H.R. 1965 (112th): To amend the securities laws to establish certain thresholds for shareholder registration, and for other purposes.

112th Congress, 2011–2013. Text as of May 24, 2011 (Introduced).

Status & Summary | PDF | Source: GPO

I

112th CONGRESS

1st Session

H. R. 1965

IN THE HOUSE OF REPRESENTATIVES

May 24, 2011

(for himself and Mr.
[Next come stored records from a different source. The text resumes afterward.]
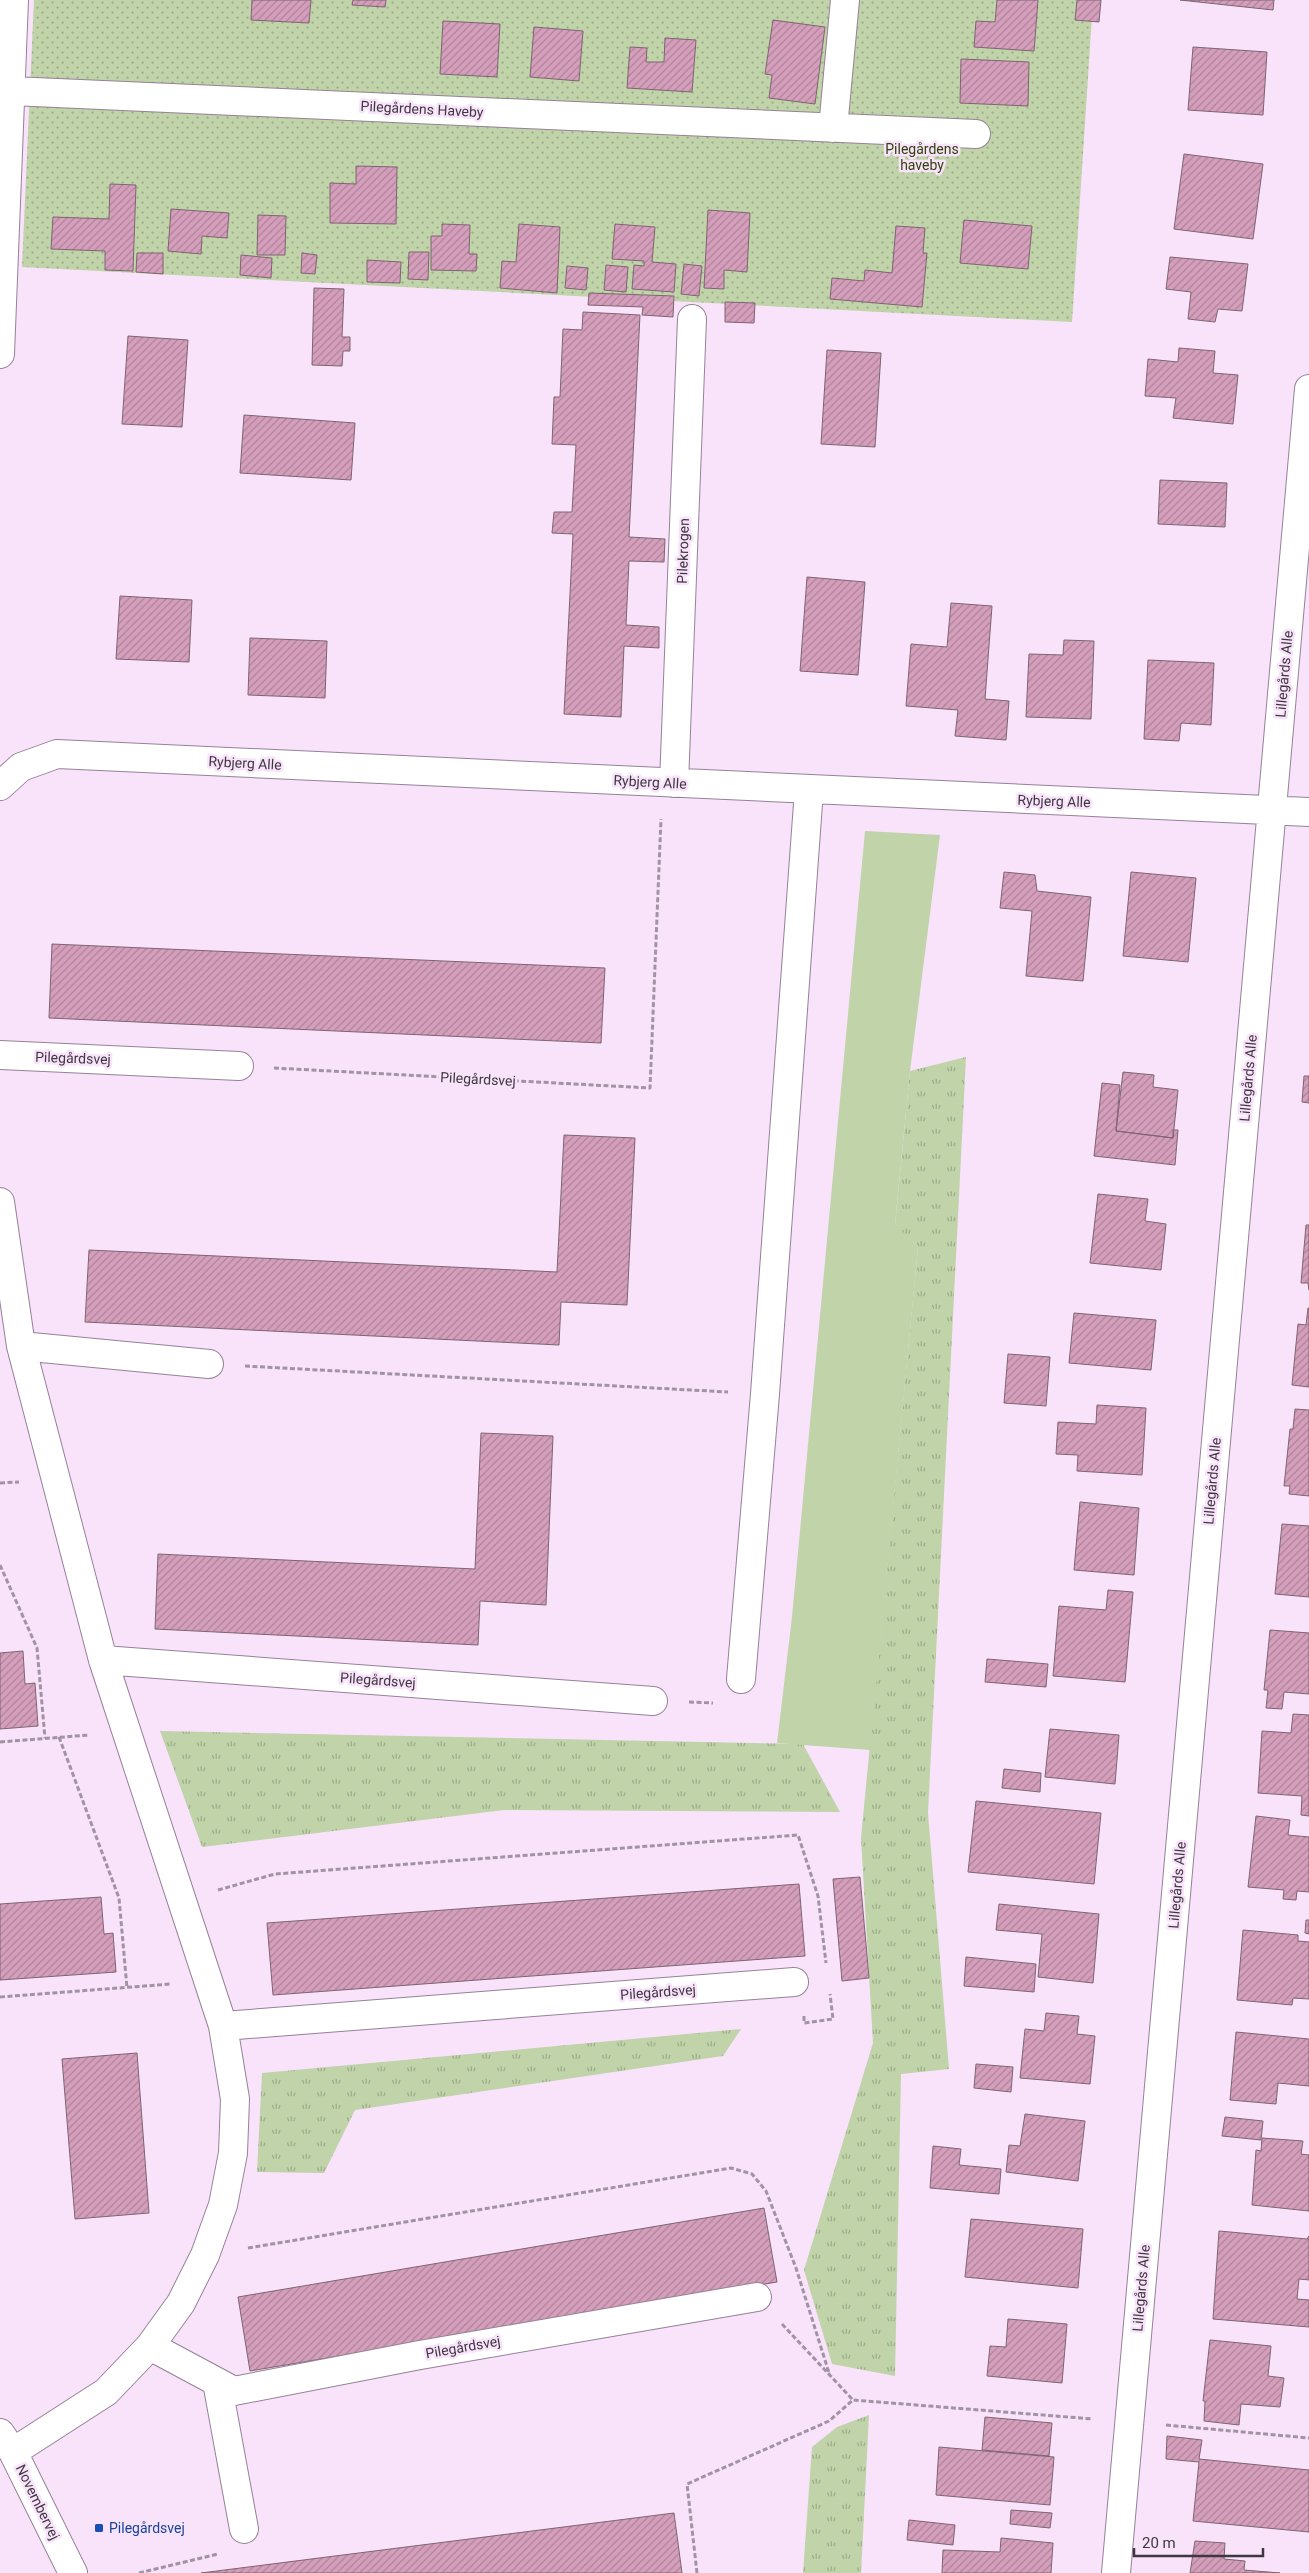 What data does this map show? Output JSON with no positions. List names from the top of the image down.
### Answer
{
  "streets": {
    "street": [
      "Pilegårdens Haveby",
      "Pilekrogen",
      "Lillegårds Alle",
      "Rybjerg Alle",
      "Pilegårdsvej",
      "Novembervej"
    ]
  },
  "crossings": [
    ["Pilekrogen", "Rybjerg Alle"],
    ["Pilekrogen", "Pilegårdsvej"],
    ["Lillegårds Alle", "Rybjerg Alle"],
    ["Rybjerg Alle", "Pilegårdsvej"]
  ],
  "parks": ["Pilegårdens haveby"],
  "places": {
    "transit": ["Pilegårdsvej"]
  },
  "scale_bar": "20 m"
} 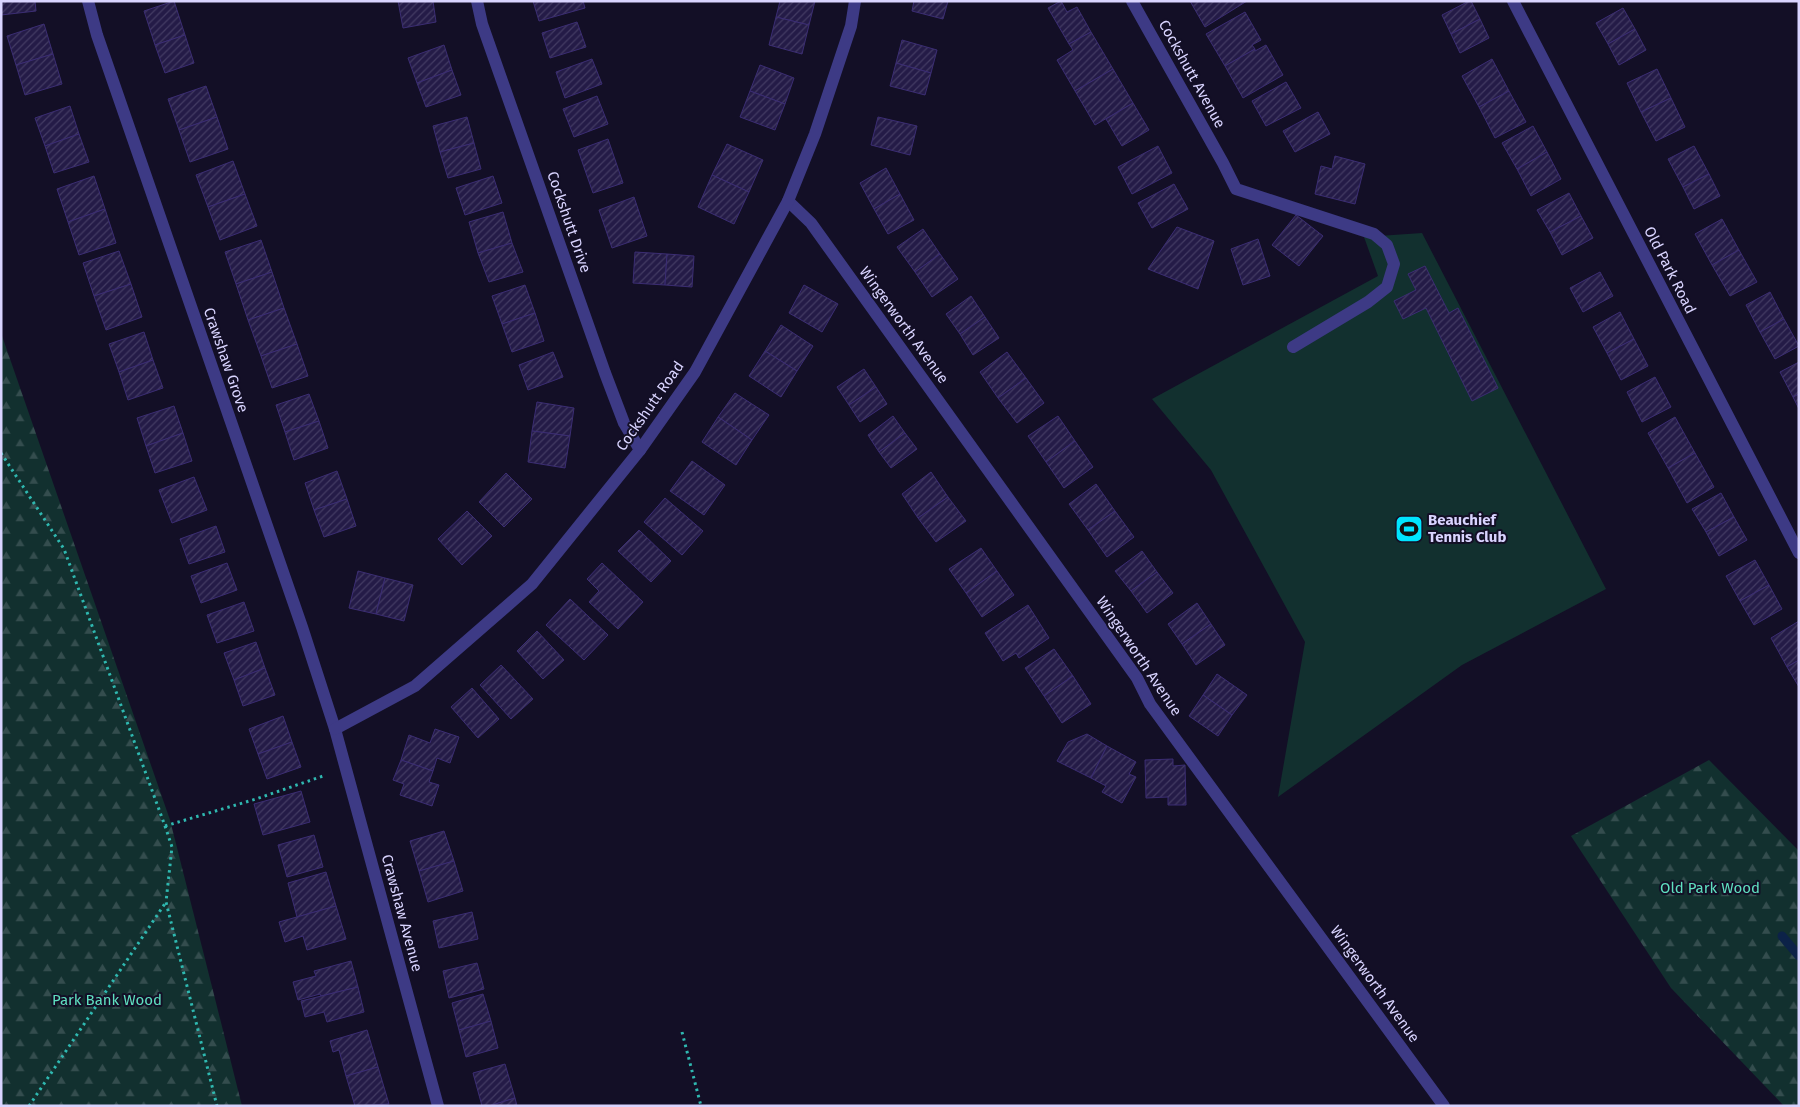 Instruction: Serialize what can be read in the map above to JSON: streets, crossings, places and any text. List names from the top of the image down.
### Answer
{
  "streets": {
    "street": [
      "Cockshutt Avenue",
      "Cockshutt Drive",
      "Old Park Road",
      "Wingerworth Avenue",
      "Crawshaw Grove",
      "Cockshutt Road",
      "Crawshaw Avenue"
    ]
  },
  "crossings": [
    ["Cockshutt Drive", "Cockshutt Road"],
    ["Wingerworth Avenue", "Cockshutt Road"],
    ["Crawshaw Grove", "Cockshutt Road"],
    ["Crawshaw Grove", "Crawshaw Avenue"],
    ["Cockshutt Road", "Crawshaw Avenue"]
  ],
  "parks": ["Old Park Wood", "Park Bank Wood"],
  "places": {
    "sports": ["Beauchief Tennis Club"]
  }
}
Womack) introduced the following bill; which was referred to the Committee on Financial Services

A BILL

To amend the securities laws to establish certain thresholds for shareholder registration, and for other purposes.

1.

Shareholder registration threshold

(a)

Amendments to section 12 of the Securities Exchange Act of 1934

Section 12(g) of the Securities Exchange Act of 1934 (15 U.S.C. 781(g)) is amended—

(1)

in paragraph (1)—

(A)

by striking subparagraphs (A) and (B) and inserting the following:

(1)

in the case of an issuer that is a bank, as such term is defined in section 3(a)(6) of this title, or a bank holding company, as such term is defined in section (2) of the Bank Holding Company Act of 1956 (12 U.S.C. 1841), 2000 persons or more; and

(2)

in the case of an issuer that is not a bank or bank holding company, 500 persons or more,

; and

(B)

by striking commerce shall and inserting commerce shall, not later than 120 days after the last day of its first fiscal year ended after the effective date of this subsection, on which the issuer has total assets exceeding $10,000,000 and a class of equity security (other than an exempted security) held of record by; and

(2)

in paragraph (4), by striking three hundred and inserting 300 persons, or, in the case of a bank, as such term is defined in section 3(a)(6), or a bank holding company, as such term is defined in section (2) of the Bank Holding Company Act of 1956 (12 U.S.C. 1841), 1200.

(b)

Amendments to section 15 of the Securities Exchange Act of 1934

Section 15(d) of the Securities Exchange Act of 1934 (15 U.S.C. 78o(d)) is amended, in the third sentence, by striking three hundred and inserting 300 persons, or, in the case of bank, as such term is defined in section 3(a)(6), or a bank holding company, as such term is defined in section (2) of the Bank Holding Company Act of 1956 (12 U.S.C. 1841), 1200.

2.

Study and report on registration thresholds

(a)

Study

(1)

Analysis required

The Chief Economist and Director of the Division of Corporation Finance of the Commission shall jointly conduct a study, including a cost-benefit analysis, of shareholder registration thresholds.

(2)

Costs and benefits

The cost-benefit analysis under paragraph (1) shall take into account—

(A)

the incremental benefits to investors of the increased disclosure that results from registration;

(B)

the incremental costs to issuers associated with registration and reporting requirements; and

(C)

the incremental administrative costs to the Commission associated with different thresholds.

(3)

Thresholds

The cost-benefit analysis under paragraph (1) shall evaluate whether it is advisable to—

(A)

increase the asset threshold;

(B)

index the asset threshold to a measure of inflation;

(C)

increase the shareholder threshold;

(D)

change the shareholder threshold to be based on the number of beneficial owners; and

(E)

create new thresholds based on other criteria.

(b)

Report

Not later than 2 years after the date of enactment of this Act, the Chief Economist and the Director of the Division of Corporation Finance of the Commission shall jointly submit to the Committee on Banking, Housing, and Urban Affairs of the Senate and the Committee on Financial Services of the House of Representatives a report that includes—

(1)

the findings of the study required under subsection (a); and

(2)

recommendations for statutory changes to improve the shareholder registration thresholds.

3.

Rulemaking

Not later than one year after the date of enactment of this Act, the Commission shall issue final regulations to implement this Act and the amendments made by this Act.